The sounds of rifle and machine gun fire beside us reached a peak, then rapidly diminished. Nowadays, just doing a little house-cleaning can bring back that day in a strange, fragmented clarity.

There was a huge, great silence to our left, as our own fire slackened.

Whoever was retreating along that trench, they were screaming in mad panic now.

A sense of dread.

Fifty yards.

French Colonial troops...

Certain death loomed before us, we knew that now.

The man beside me dropped his rifle. There was still shooting, quite far away.

He got up, and tore at his straps. The nearest escape trench was only five yards away.

He took off down the trench, and I stared at his back, bemused by this strange and bizarre sight. Coughing, off to the left. A half a dozen black troops, in their colorful kepi or fez hats, the bright uniforms, staggering along, clutching, tearing at their throats.

They shouldn’t have come this far into our area. Were they lost? I remember that thought.

A couple more guys got up and ran, but took their guns with them.
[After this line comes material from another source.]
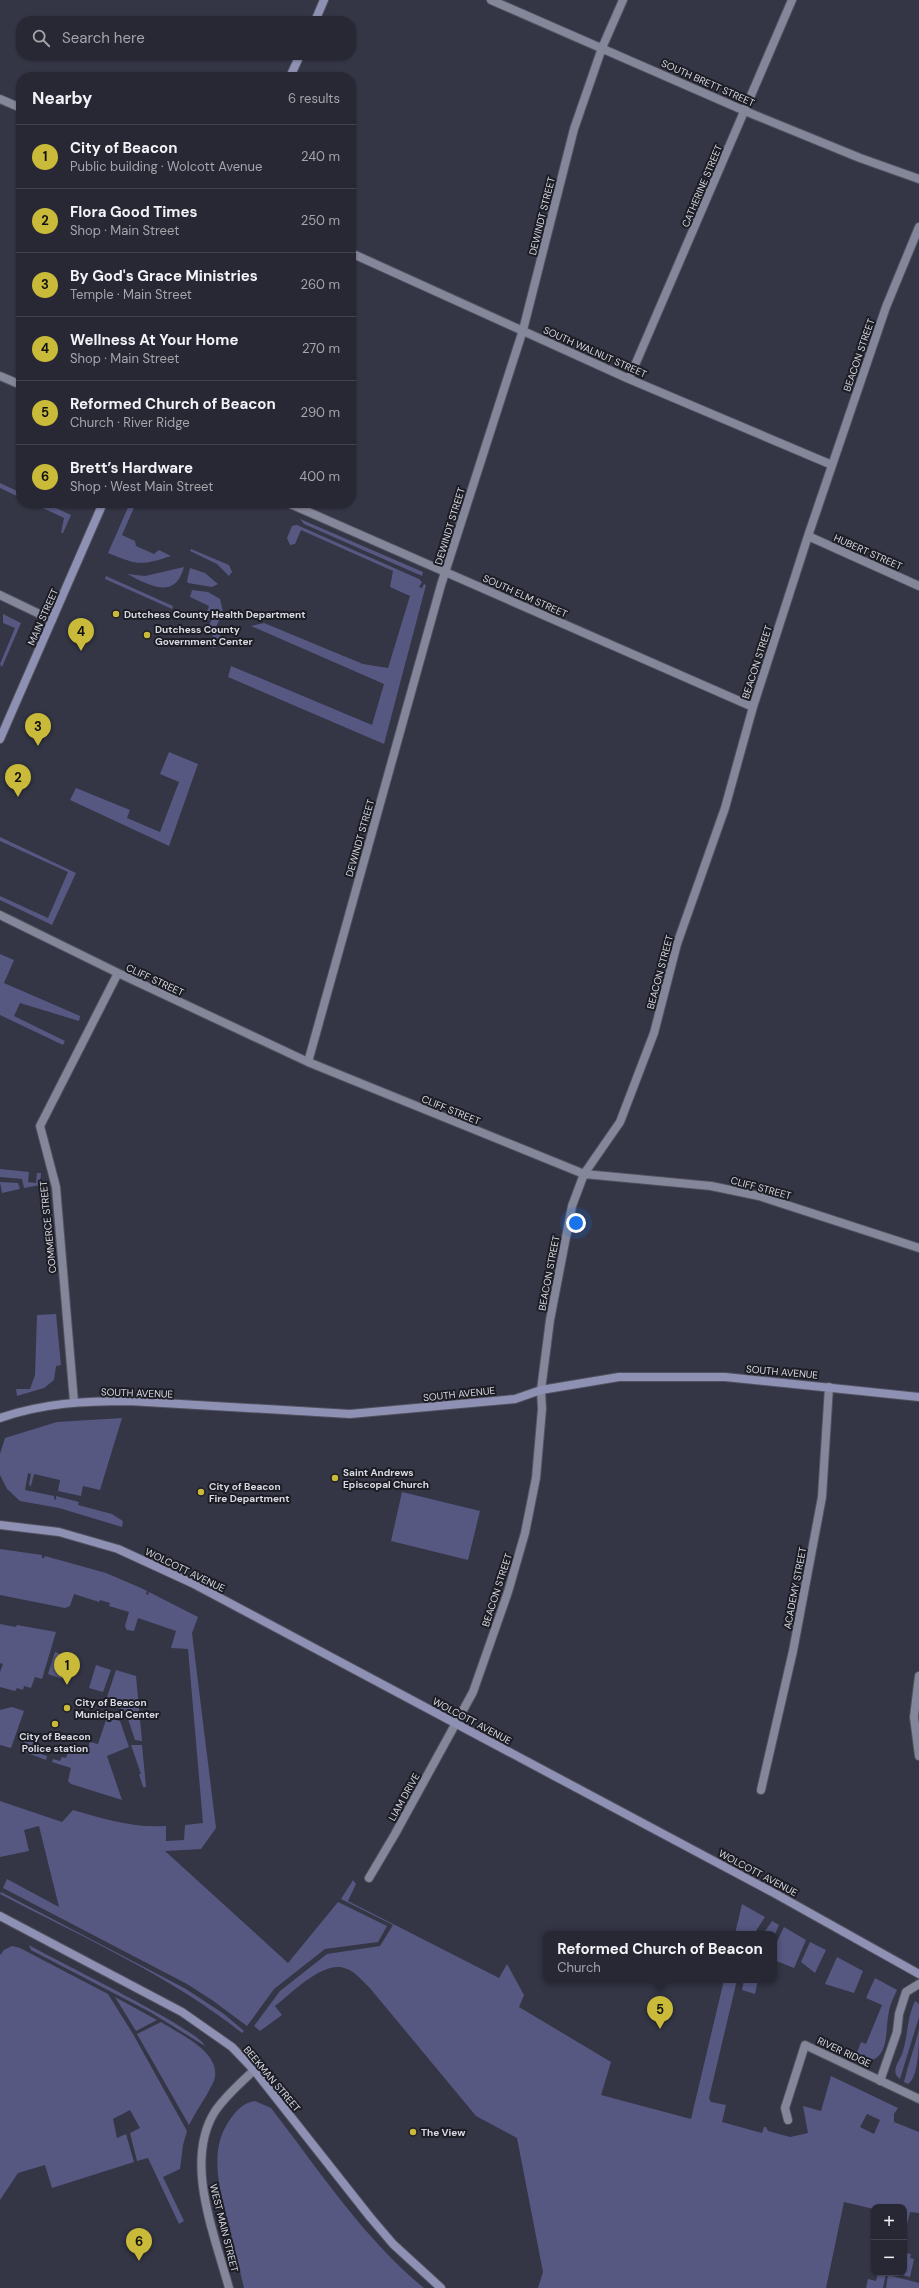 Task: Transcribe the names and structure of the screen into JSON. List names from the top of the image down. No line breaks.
{"streets":{"street":["SOUTH BRETT STREET","CATHERINE STREET","DEWINDT STREET","SOUTH WALNUT STREET","BEACON STREET","HUBERT STREET","SOUTH ELM STREET","MAIN STREET","CLIFF STREET","COMMERCE STREET","SOUTH AVENUE","WOLCOTT AVENUE","ACADEMY STREET","LIAM DRIVE","RIVER RIDGE","BEEKMAN STREET","WEST MAIN STREET"]},"crossings":[["SOUTH BRETT STREET","CATHERINE STREET"],["SOUTH BRETT STREET","DEWINDT STREET"],["CATHERINE STREET","SOUTH WALNUT STREET"],["DEWINDT STREET","SOUTH WALNUT STREET"],["DEWINDT STREET","SOUTH ELM STREET"],["DEWINDT STREET","CLIFF STREET"],["SOUTH WALNUT STREET","BEACON STREET"],["BEACON STREET","HUBERT STREET"],["BEACON STREET","SOUTH ELM STREET"],["BEACON STREET","CLIFF STREET"],["BEACON STREET","SOUTH AVENUE"],["BEACON STREET","WOLCOTT AVENUE"],["BEACON STREET","LIAM DRIVE"],["CLIFF STREET","COMMERCE STREET"],["COMMERCE STREET","SOUTH AVENUE"],["SOUTH AVENUE","ACADEMY STREET"],["WOLCOTT AVENUE","LIAM DRIVE"],["BEEKMAN STREET","WEST MAIN STREET"]],"places":["Dutchess County Health Department","Dutchess County Government Center","Saint Andrews Episcopal Church","City of Beacon Fire Department","City of Beacon Municipal Center","City of Beacon Police station","The View"],"page":{"search":"Search here","heading":["Nearby","6 results"],"list":[{"mark":"1","name":"City of Beacon","note":"Public building · Wolcott Avenue","value":"240 m"},{"mark":"2","name":"Flora Good Times","note":"Shop · Main Street","value":"250 m"},{"mark":"3","name":"By God's Grace Ministries","note":"Temple · Main Street","value":"260 m"},{"mark":"4","name":"Wellness At Your Home","note":"Shop · Main Street","value":"270 m"},{"mark":"5","name":"Reformed Church of Beacon","note":"Church · River Ridge","value":"290 m"},{"mark":"6","name":"Brett’s Hardware","note":"Shop · West Main Street","value":"400 m"}],"pins":["4","3","2","1","5","6"],"popup":["Reformed Church of Beacon","Church"],"map_buttons":["+","−"]}}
The black men were literally falling down in the trench twenty yards, fifteen yards, now only ten yards from my position. Eyes bugging out, choking, coughing, retching, and the smell was stronger. A wisp of foggy, dense vapor. The view to the left was blocked, and thank God.
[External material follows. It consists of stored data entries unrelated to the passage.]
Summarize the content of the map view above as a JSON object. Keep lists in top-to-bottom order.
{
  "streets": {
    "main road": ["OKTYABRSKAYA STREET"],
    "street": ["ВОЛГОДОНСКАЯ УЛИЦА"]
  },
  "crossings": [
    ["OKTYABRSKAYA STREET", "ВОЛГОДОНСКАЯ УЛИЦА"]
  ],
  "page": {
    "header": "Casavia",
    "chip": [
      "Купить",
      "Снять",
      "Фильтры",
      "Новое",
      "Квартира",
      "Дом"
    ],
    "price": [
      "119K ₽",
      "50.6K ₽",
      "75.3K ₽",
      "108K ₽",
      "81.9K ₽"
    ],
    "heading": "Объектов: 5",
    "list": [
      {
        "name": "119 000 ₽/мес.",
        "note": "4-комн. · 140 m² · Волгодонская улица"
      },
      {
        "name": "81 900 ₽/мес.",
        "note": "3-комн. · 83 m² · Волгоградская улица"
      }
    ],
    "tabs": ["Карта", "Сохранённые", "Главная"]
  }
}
In those few short seconds, I saw more than enough to last a lifetime. A lifetime of nightmares.

Our Colonel was shouting something incoherent.

I don’t really remember going there, but I found myself with a half a dozen other men in a field, shooting into the flank of the German advance. Huge clogs, bulky gobs of mud made it hard to run. My feet felt like lead. My heart pounded in my throat. It was hard to get enough air. Fear almost overwhelmed me. I had no thoughts but one.
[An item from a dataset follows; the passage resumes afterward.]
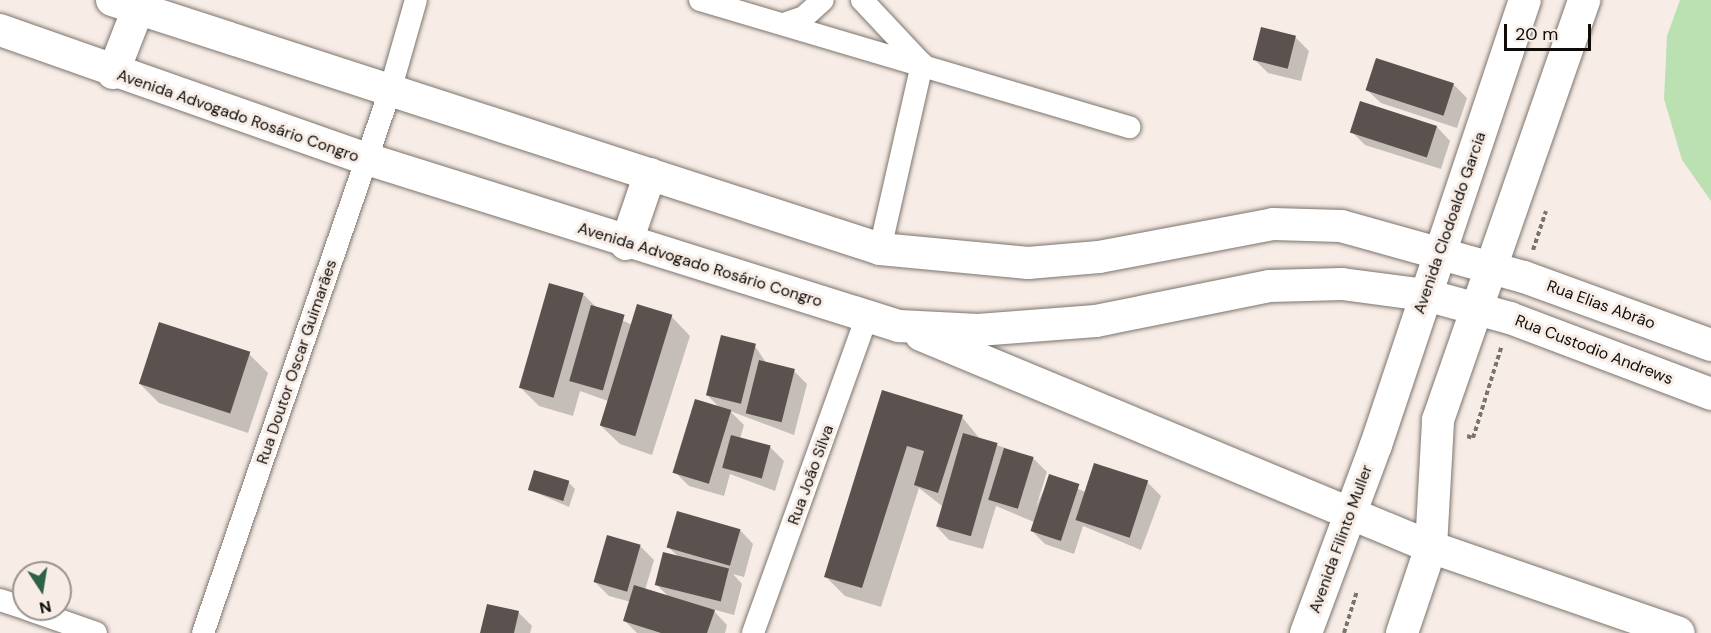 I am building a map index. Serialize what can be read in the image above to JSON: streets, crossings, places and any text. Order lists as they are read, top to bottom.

The sheer horror of the unknown.

No one knew how to die from gas.

No one had ever done it before.

I have no idea how I survived that day. The gas must have been thinner near us. I only gagged once or twice, feeling the sharp tang in my throat. Holding my breath, I just tried to sidestep around the wispy patches as they passed through our little clump of men, busy loading and firing, loading and firing. Some guy beside me, hoarse with fear.

A man I had never seen before, but wearing my unit’s patches, falling down.

Writhing in agony, again the tearing at the throat.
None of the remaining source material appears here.